Firstly, a sincere thank you for reading and caring about our documentation.

With regards to the page you referenced, would you please elaborate on what information would help you come to the appropriate conclusion about using a second generation runtime? Your feedback would be very useful to us in order to shape this page into something that provides you with actionable information rather than "useless marketing junk" :)

Also to address a point you made in the first paragraph of your post, the PHP 7.2 beta runtime is a "second generation" runtime.

Cheers


Hi, I couldn't agree more with the parent comment about the AppEngine docs. I built a fairly small app and it was utterly excruciating to sort out the nuances.

There should be right up front, a crystal clear page detailing the three possible environments.

- Legacy Standard (WITH A VERY CLEAR DEPRECATION NOTICE)

- Legacy Flexible (WITH A VERY CLEAR DEPRECATION NOTICE)

- Standard Second Generation GVisor

For example, in Python Standard (old standard), it's extremely confusing to work out which gcloud libraries are bundled, and which need to be vendored and packaged into the app (yes I know there is a page that tries to explain. It's unclear).

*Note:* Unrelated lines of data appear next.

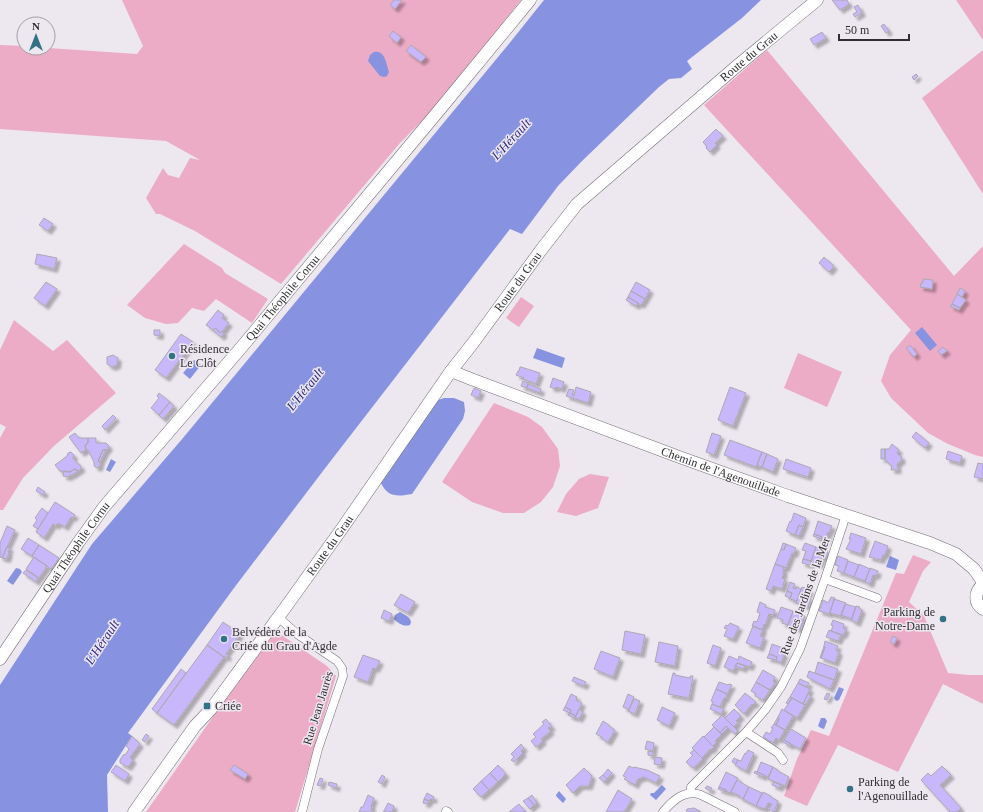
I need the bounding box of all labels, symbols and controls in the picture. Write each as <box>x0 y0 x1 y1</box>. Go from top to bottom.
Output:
north arrow <box>16 16 56 56</box>
scale bar <box>839 16 909 42</box>
text: N <box>32 20 40 32</box>
text: 50 m <box>845 23 870 37</box>
street label: Route du Grau <box>717 28 780 85</box>
water label: L'Hérault <box>488 115 534 163</box>
street label: Route du Grau <box>491 249 544 314</box>
street label: Quai Théophile Cornu <box>243 252 322 344</box>
place label: Résidence Le Clôt <box>180 342 229 370</box>
marker: Résidence Le Clôt <box>167 351 177 361</box>
water label: L'Hérault <box>283 364 327 414</box>
street label: Chemin de l'Agenouillade <box>659 444 782 500</box>
street label: Quai Théophile Cornu <box>39 499 112 596</box>
street label: Route du Grau <box>304 513 356 578</box>
street label: Rue des Jardins de la Mer <box>777 535 833 657</box>
place label: Parking de Notre-Dame <box>875 605 935 633</box>
marker: Parking de Notre-Dame <box>938 614 948 624</box>
water label: L'Hérault <box>81 617 123 668</box>
place label: Belvédère de la Criée du Grau d'Agde <box>232 625 337 653</box>
marker: Belvédère de la Criée du Grau d'Agde <box>219 634 229 644</box>
street label: Rue Jean Jaurès <box>300 669 336 747</box>
place label: Criée <box>215 699 241 713</box>
marker: Criée <box>202 701 212 711</box>
place label: Parking de l'Agenouillade <box>858 775 928 803</box>
marker: Parking de l'Agenouillade <box>845 784 855 794</box>

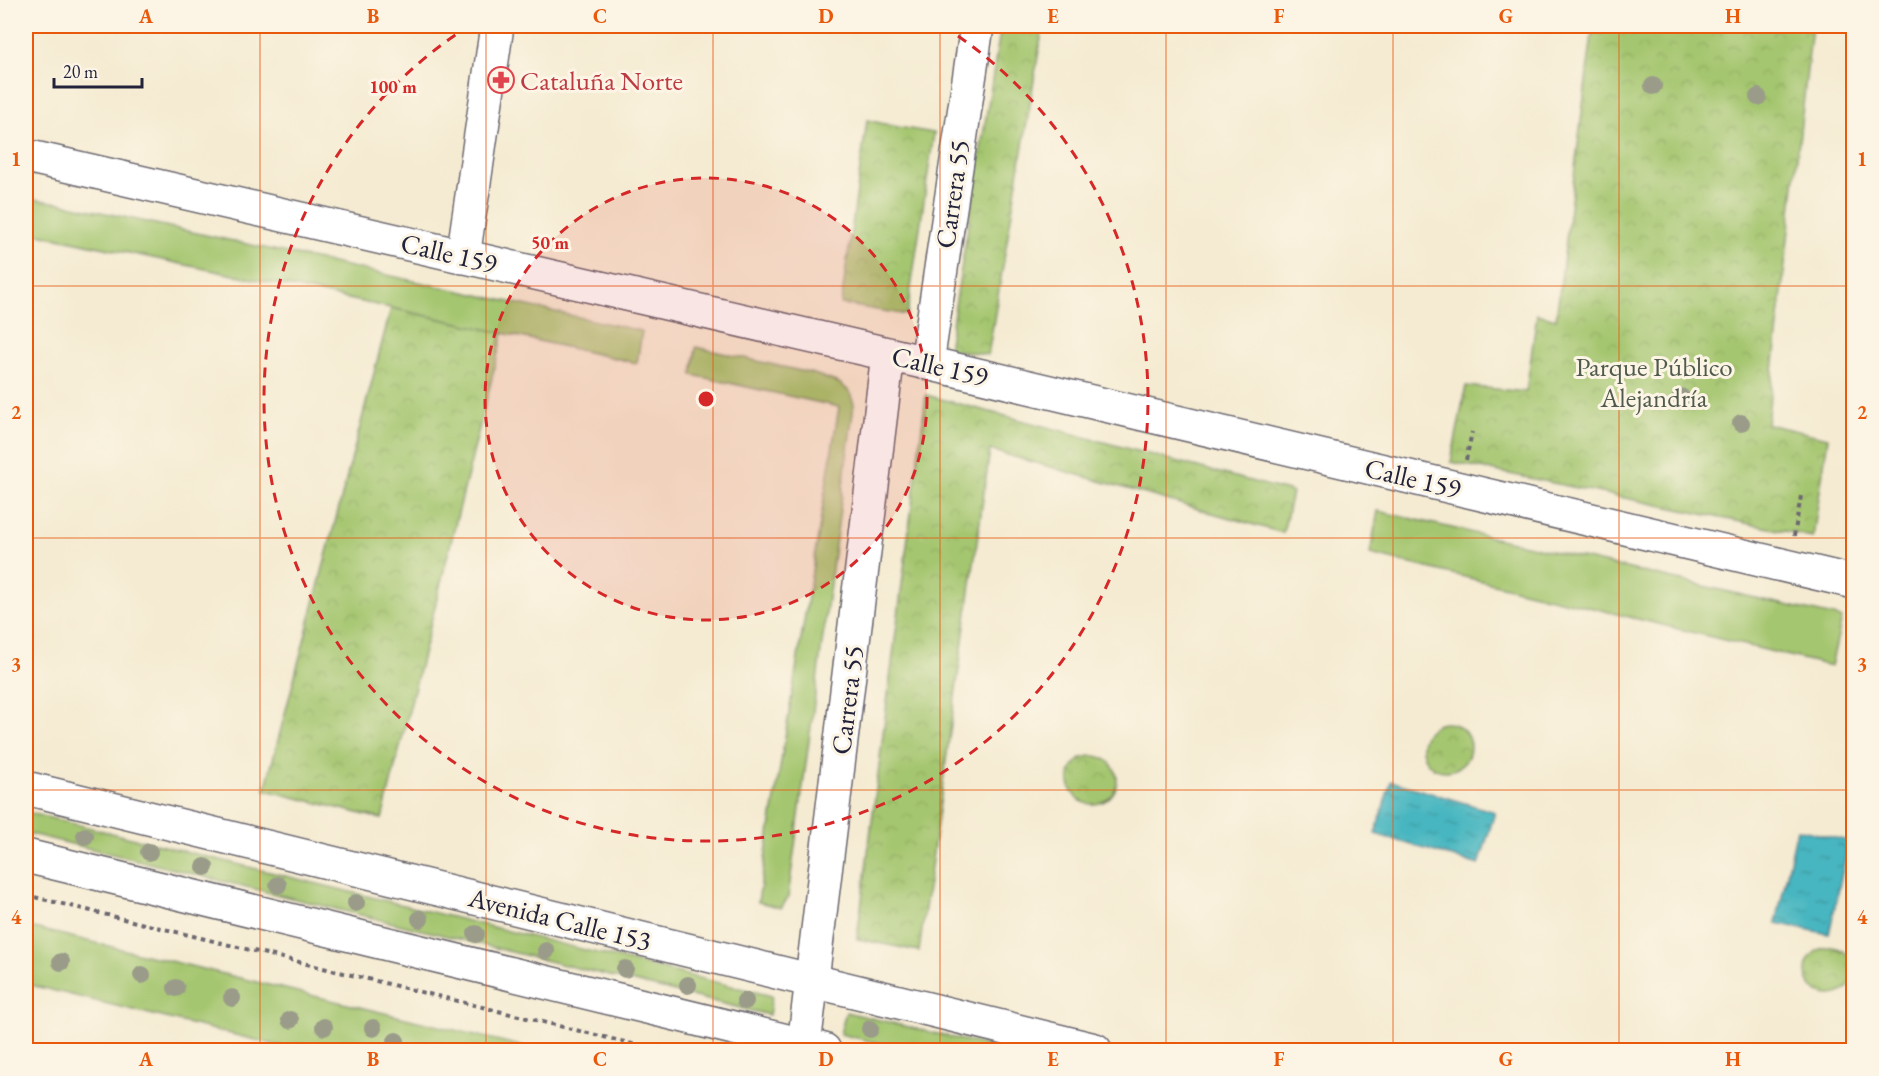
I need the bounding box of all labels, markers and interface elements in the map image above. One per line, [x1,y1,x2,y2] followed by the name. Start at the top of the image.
[138,3,154,29] text: A
[367,3,379,29] text: B
[593,3,607,29] text: C
[818,3,834,29] text: D
[1047,3,1059,29] text: E
[1274,3,1285,29] text: F
[1499,3,1513,29] text: G
[1725,3,1741,29] text: H
[54,51,142,89] scale bar
[63,60,98,83] text: 20 m
[520,63,683,98] place label: Cataluña Norte
[486,65,516,95] pharmacy icon: Cataluña Norte
[369,75,417,98] text: 100 m
[927,137,977,251] street label: Carrera 55
[11,146,21,172] text: 1
[1857,146,1867,172] text: 1
[397,225,501,281] street label: Calle 159
[531,231,569,254] text: 50 m
[888,338,992,394] street label: Calle 159
[1575,349,1733,415] park label: Parque Público Alejandría
[696,389,716,409] centre of rings
[11,399,22,425] text: 2
[1857,399,1868,425] text: 2
[1361,450,1465,506] street label: Calle 159
[823,643,871,757] street label: Carrera 55
[11,651,21,677] text: 3
[1857,651,1867,677] text: 3
[464,879,655,959] street label: Avenida Calle 153
[11,904,22,930] text: 4
[1857,904,1868,930] text: 4
[138,1046,154,1072] text: A
[367,1046,379,1072] text: B
[593,1046,607,1072] text: C
[818,1046,834,1072] text: D
[1047,1046,1059,1072] text: E
[1274,1046,1285,1072] text: F
[1499,1046,1513,1072] text: G
[1725,1046,1741,1072] text: H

Thank you for working on the documentation. It is the number one area that GCP needs to invest in. All the technology is miles ahead of AWS in the core areas. The docs however, are very very far behind.

Happy to elaborate more if there's any specifics you need.


> For example, in Python Standard (old standard), it's extremely confusing to work out which gcloud libraries are bundled, and which need to be vendored

I agree. I spent a lot of time trying to figure this out myself with various APIs, and in some instances, I gave up and looked for an alternative after I failed to figure out how to correctly vendor some Google Cloud libs (even following what documentation I did find, which made it look so simple).


Sure, and apologies for the harshness in my original post.

My main complaint about the marketing landing page at https://cloud.google.com/appengine/ is that it doesn't contain any immediate information about the different environments. It does have a link to "Choosing the right Environment" but it's _waaay_ down below the fold. In general I wish Google Cloud product pages had their big "View Documentation" buttons up at the top next to the free trial button, instead of way down below the pricing section.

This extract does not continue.